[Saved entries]
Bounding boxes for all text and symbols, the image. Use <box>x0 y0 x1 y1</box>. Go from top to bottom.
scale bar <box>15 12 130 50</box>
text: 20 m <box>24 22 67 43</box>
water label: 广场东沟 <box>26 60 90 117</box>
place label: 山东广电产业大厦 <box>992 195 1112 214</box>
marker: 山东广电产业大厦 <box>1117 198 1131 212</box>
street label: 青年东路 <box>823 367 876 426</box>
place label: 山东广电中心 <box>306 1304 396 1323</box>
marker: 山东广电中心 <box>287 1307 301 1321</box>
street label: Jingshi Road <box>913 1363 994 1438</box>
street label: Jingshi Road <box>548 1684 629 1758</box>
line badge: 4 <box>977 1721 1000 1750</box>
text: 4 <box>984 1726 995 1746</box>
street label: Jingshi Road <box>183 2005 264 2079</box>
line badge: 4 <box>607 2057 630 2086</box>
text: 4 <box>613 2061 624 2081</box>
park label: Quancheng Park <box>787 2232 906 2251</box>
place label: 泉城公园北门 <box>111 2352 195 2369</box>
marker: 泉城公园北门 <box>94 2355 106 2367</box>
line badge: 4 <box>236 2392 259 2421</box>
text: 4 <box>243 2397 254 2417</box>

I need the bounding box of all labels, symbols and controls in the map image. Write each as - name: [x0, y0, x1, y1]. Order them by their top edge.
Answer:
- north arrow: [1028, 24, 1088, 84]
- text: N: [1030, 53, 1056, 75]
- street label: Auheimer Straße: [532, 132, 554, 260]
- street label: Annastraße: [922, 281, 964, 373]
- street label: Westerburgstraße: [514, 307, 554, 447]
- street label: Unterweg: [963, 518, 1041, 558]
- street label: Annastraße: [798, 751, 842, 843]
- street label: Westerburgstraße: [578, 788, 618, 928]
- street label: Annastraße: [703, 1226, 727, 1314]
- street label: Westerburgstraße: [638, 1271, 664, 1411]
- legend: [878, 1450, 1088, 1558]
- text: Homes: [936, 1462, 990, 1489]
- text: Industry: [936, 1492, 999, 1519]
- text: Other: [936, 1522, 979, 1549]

--- YOUR OBJECTIVE ---
Write out the data above again, word for word.

--- RESPONSE BELOW ---
Bounding boxes for all text and symbols, the image. Use <box>x0 y0 x1 y1</box>. Go from top to bottom.
scale bar <box>15 12 130 50</box>
text: 20 m <box>24 22 67 43</box>
water label: 广场东沟 <box>26 60 90 117</box>
place label: 山东广电产业大厦 <box>992 195 1112 214</box>
marker: 山东广电产业大厦 <box>1117 198 1131 212</box>
street label: 青年东路 <box>823 367 876 426</box>
place label: 山东广电中心 <box>306 1304 396 1323</box>
marker: 山东广电中心 <box>287 1307 301 1321</box>
street label: Jingshi Road <box>913 1363 994 1438</box>
street label: Jingshi Road <box>548 1684 629 1758</box>
line badge: 4 <box>977 1721 1000 1750</box>
text: 4 <box>984 1726 995 1746</box>
street label: Jingshi Road <box>183 2005 264 2079</box>
line badge: 4 <box>607 2057 630 2086</box>
text: 4 <box>613 2061 624 2081</box>
park label: Quancheng Park <box>787 2232 906 2251</box>
place label: 泉城公园北门 <box>111 2352 195 2369</box>
marker: 泉城公园北门 <box>94 2355 106 2367</box>
line badge: 4 <box>236 2392 259 2421</box>
text: 4 <box>243 2397 254 2417</box>

I need the bounding box of all labels, symbols and controls in the map image. Write each as - name: [x0, y0, x1, y1]. Order them by their top edge.
Answer:
- north arrow: [1028, 24, 1088, 84]
- text: N: [1030, 53, 1056, 75]
- street label: Auheimer Straße: [532, 132, 554, 260]
- street label: Annastraße: [922, 281, 964, 373]
- street label: Westerburgstraße: [514, 307, 554, 447]
- street label: Unterweg: [963, 518, 1041, 558]
- street label: Annastraße: [798, 751, 842, 843]
- street label: Westerburgstraße: [578, 788, 618, 928]
- street label: Annastraße: [703, 1226, 727, 1314]
- street label: Westerburgstraße: [638, 1271, 664, 1411]
- legend: [878, 1450, 1088, 1558]
- text: Homes: [936, 1462, 990, 1489]
- text: Industry: [936, 1492, 999, 1519]
- text: Other: [936, 1522, 979, 1549]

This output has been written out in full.